Indagine su un cittadino al di sopra di ogni sospetto / Her Türlü Kuşkunun Ötesinde Bir Vatandaş Üstüne Soruşturma
(Yön: Elio Petri / 1970)

Il Sorpasso
(Yönetmen: Dino Risi / 1962)

Kaos
(Yön: Paolo & Vittorio Taviani / 1984)

 

Vizyonda bu hafta (28 Ocak 2022)

Ocak ayının son haftası, altısı yerli toplam dokuz yeni filme ev sahipliği yapıyor!
Murakami’nin kısa öyküsünden uyarlanan yaman dram ‘Drive My Car’ ve fantastik tatlar içeren bilimkurgu aksiyon ‘Kaos Yürüyüşü’ notlarımız arasında!


DRIVE MY CAR

-Her yalnız kendi sobasında yanar!-

Özdemir Asaf’ın ‘Yanar sobasında yalnız’ın üşüyen bakışları’ dizesinden çağrışımla attım başlığı; Ryûsuke Hamaguchi’nin yeni filmi ‘Drive My Car’ için. Haruki Murakami’nin ‘Men Without Women’ adlı kısa öyküsünden 180 dakikalık uzun ve yaman bir film çıkarmış Hamaguchi! İçinde bolca Çehov ve varoluş acısı olan dram, aniden kaybettiği eşinin ardından onun acısıyla başa çıkmaya çalışırken, Anton Çehov’un ünlü eserlerinden ‘Vanya Dayı’yı sahneye koymaya hazırlanan yönetmen-aktör Yusuke Kafuku’nun hikâyesi. 
Oyun yazarı olan eşinin kaybından iki yıl sonra Kafuku, Vanya Dayı’yı sahneye koymak üzere Hiroşima’ya bir festivale çağrılır. Festival, kendisine yirmili yaşlarının hemen başında bir kadın şoför tahsis eder.
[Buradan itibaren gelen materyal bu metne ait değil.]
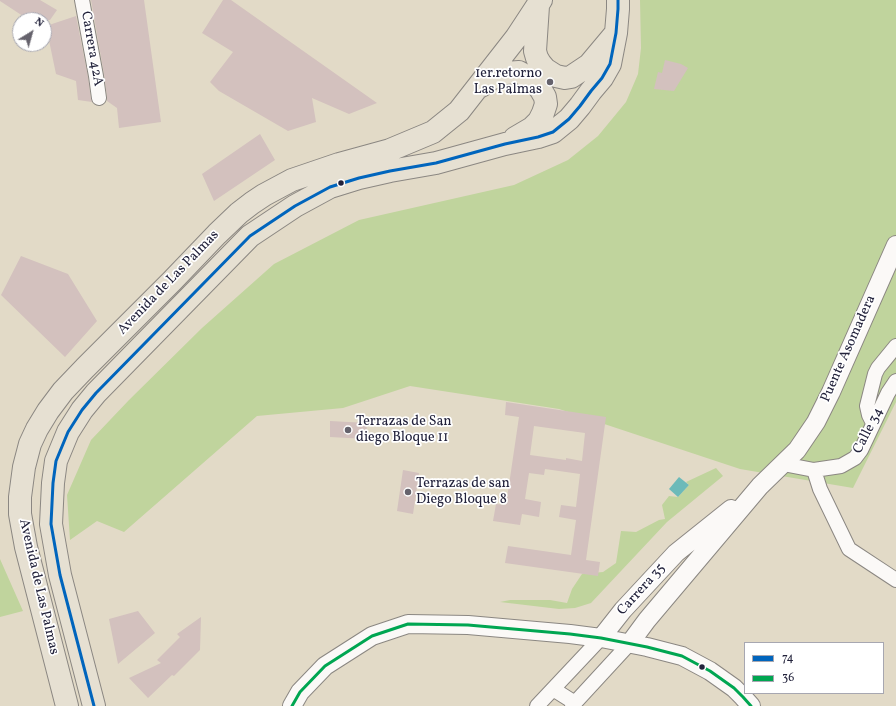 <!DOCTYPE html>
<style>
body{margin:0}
#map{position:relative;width:896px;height:706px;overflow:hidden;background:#e2dac7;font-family:Vollkorn,serif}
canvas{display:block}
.legend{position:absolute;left:744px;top:642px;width:140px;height:52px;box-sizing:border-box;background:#fff;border:1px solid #a7a7b1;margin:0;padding:5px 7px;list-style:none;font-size:12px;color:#22223b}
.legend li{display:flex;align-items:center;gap:8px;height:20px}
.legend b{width:20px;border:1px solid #a7a7b1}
.north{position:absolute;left:12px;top:12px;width:40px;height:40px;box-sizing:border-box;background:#fff;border:1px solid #a7a7b1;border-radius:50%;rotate:37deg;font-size:11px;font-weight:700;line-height:16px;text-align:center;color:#22223b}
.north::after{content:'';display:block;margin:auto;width:14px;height:18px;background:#65626c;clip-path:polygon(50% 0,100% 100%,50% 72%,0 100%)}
</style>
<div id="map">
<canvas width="896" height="706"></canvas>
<ul class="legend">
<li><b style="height:5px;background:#0065bd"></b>74</li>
<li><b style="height:5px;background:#00a651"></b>36</li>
</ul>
<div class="north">N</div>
</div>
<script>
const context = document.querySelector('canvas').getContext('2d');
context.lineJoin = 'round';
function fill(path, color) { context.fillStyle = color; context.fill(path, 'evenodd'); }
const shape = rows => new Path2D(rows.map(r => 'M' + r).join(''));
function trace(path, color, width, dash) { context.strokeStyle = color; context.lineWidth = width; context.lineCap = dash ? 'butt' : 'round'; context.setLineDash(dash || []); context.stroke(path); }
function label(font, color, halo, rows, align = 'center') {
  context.font = font + ' Vollkorn,serif'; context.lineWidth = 3.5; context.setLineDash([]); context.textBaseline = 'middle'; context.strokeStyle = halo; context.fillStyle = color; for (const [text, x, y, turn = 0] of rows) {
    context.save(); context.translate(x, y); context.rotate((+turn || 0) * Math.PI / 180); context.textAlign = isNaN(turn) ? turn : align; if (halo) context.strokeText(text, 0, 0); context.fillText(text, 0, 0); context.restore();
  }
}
fill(shape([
 [640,0,896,0,896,402,853,488,740,469,559,409,410,386,343,408,257,416,124,532,97,521,70,540,67,495,91,440,129,400,202,328,274,264,359,220,514,185,568,160,598,136,626,102,638,74,641,48],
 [716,468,723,476,667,522,591,603,575,608,559,609,500,602,510,600,550,600,567,603,572,589,582,574,603,572,616,563,621,531,636,532,659,520,665,519,662,505,669,496,678,497,689,485,686,482],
 [0,559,23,611,0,617]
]), '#c0d49d');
fill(shape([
 [679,477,689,485,678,497,669,489]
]), '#6cbab9');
fill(shape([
 [0,0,40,0,57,10,50,20,29,20,0,1],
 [91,0,144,0,161,122,119,128,117,108,107,101,107,97,104,74],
 [223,0,231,0,377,103,349,114,312,98,316,122,288,131,219,91,210,82,233,52,202,33],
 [76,16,88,77,91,99,92,102,78,100,76,81,56,74,46,26],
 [665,60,681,64,688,68,674,91,654,89,658,72,662,73],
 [260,134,275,160,214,201,202,174],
 [21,256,68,274,97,321,65,357,1,295],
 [506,402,606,417,586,560,600,562,598,576,505,563,508,546,571,555,576,520,559,517,561,505,576,507,580,474,545,469,544,475,529,473,525,499,541,502,539,517,522,514,520,525,493,521,496,504,506,505,519,417,505,415],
 [534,426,585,433,582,461,566,458,566,460,530,455],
 [330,421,367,423,366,439,330,437],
 [403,470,419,473,413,514,397,511],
 [138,611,155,633,118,664,109,619],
 [201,617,200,650,174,676,172,675,148,698,129,678,161,663,157,660,180,637,177,634]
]), '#d3c1be');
const minor = shape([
 [82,0,96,76,99,98],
 [873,423,869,415,867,406,875,374,878,368,896,346],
 [783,464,814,470,841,466,855,458,861,450,888,393,896,381],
 [814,470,820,489,849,549,896,580],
 [553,689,575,703],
 [537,706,601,638],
 [572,706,630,643]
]);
const tertiary = shape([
 [601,638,623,610,676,553,731,509],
 [630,643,647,620,760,486,797,450,816,422,831,392,896,245],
 [292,706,300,692,325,666,372,636,408,624,468,625,570,634,601,638,647,647,682,656,710,671,734,688,743,697,751,706]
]);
const primary = shape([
 [538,6,535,51,537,58,540,63,545,69,556,76,565,78,571,77,589,65,615,34],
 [481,86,492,78,506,73,519,72,528,77,533,81,537,85,541,90,545,97,546,104,543,113,539,121,532,128,515,138],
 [67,706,26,547,20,514,20,497,24,467,30,444,37,429,48,411,63,391,85,368,172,281,217,234,239,213,252,203,264,195,292,180,339,164,390,150,433,132,459,111,516,38,541,0],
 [94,706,60,575,51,524,53,483,56,461,68,432,82,410,96,393,250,236,295,206,330,187,359,178,390,171,436,163,505,144,538,137,553,132,569,119,580,106,591,91,602,78,610,64,616,33,618,9,618,0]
]);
trace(minor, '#8b8782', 16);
trace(tertiary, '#8b8782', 20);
trace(primary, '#8b8782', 24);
trace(minor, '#fbf9f7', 14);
trace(tertiary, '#fbf9f7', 18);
trace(primary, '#e6e0d2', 22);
trace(shape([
 [94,706,60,575,51,524,53,483,56,461,68,432,82,410,96,393,250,236,295,206,330,187,359,178,390,171,436,163,505,144,538,137,553,132,569,119,580,106,591,91,602,78,610,64,616,33,618,9,618,0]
]), '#0065bd', 3);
trace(shape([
 [292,706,300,692,325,666,372,636,408,624,468,625,570,634,601,638,647,647,682,656,710,671,734,688,743,697,751,706]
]), '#00a651', 3);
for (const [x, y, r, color] of [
 [550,82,4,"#65626c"],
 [341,183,3.5,"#22223b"],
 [348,430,4,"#65626c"],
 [408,492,4,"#65626c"],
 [702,667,3.5,"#22223b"]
]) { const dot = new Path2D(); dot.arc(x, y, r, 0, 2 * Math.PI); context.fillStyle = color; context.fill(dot); trace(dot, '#fff', 1.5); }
label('14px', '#22223b', '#fff', [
 ["Carrera 42A",91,49,80],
 ["Avenida de Las Palmas",169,283,-46],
 ["Puente Asomadera",849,349,-66],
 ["Calle 34",869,431,-63],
 ["Avenida de Las Palmas",38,587,77],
 ["Carrera 35",642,590,-48]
]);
label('14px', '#22223b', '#fff', [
 ["1er.retorno",542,74,"right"],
 ["Las Palmas",542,90,"right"],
 ["Terrazas de San",356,422],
 ["diego Bloque 11",356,438],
 ["Terrazas de san",416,484],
 ["Diego Bloque 8",416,500]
], 'left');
</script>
Hem yönetmenin hem de şoförünün kayıplar, yalnızlık, yas ve elemle sarıp sarmalanmış dünyaları kesişir… İnsan doğası, sanat, yalnızlığın kekremsi tadı, ve varoluş denen baş edilmesi neredeyse imkânsız oluş! Galasını yaptığı Cannes’de Altın Palmiye için yarışan, sonuna dek hak ettiği alenen ortada olan ‘En İyi Senaryo’ ve ‘FIPRESCI’ ödüllerini elde eden filmde Hidetoshi Nishijima ve Toko Miura başlıca rolleri üstleniyorlar. 
‘Yabancı Dilde En İyi Film’ dalında Oscar’ın en büyük adayı olan yapım, insanın yaşamın ağır gerçeklerini kaldırabilecek gücü bulup bulamayacağı üzerine içi dolu satır başlarına sahip. Abbas Kiarostami’nin ‘Kirazın Tadı’ ve ‘Rüzgâr Bizi Sürükleyecek’ tadındaki anlatısı eşlik ediyor adeta ‘Drive My Car’a. Çift kapı kırmızı Saab Turbo spor model eşliğinde, bir ‘yaşamaya mecburuz’ meseli! Vazgeçmek, her şeye karşın devam etmek, acıyan yerlerimiz, pişmanlıklar, atalet, kemiren vicdan ve elem dolu bekleyiş… Sanatın tamir edici ve hayatı çekilir kılan gücü, epey zarif yedirilmiş, titiz yazılmış metne! 
Hiç acelesi olmadan, kıvırmadan, bükülmeden, tavizsiz ve net söylüyor cümlelerini bir hayli yoğun dram! Kayıp zamana, yaşanmayan umutlara, bir başına yaşanana yaslara, başa çıkma durumuna, törpülenmiş hayata ve küçük insanın zavallı haline dair etkileyici anlar içeriyor film.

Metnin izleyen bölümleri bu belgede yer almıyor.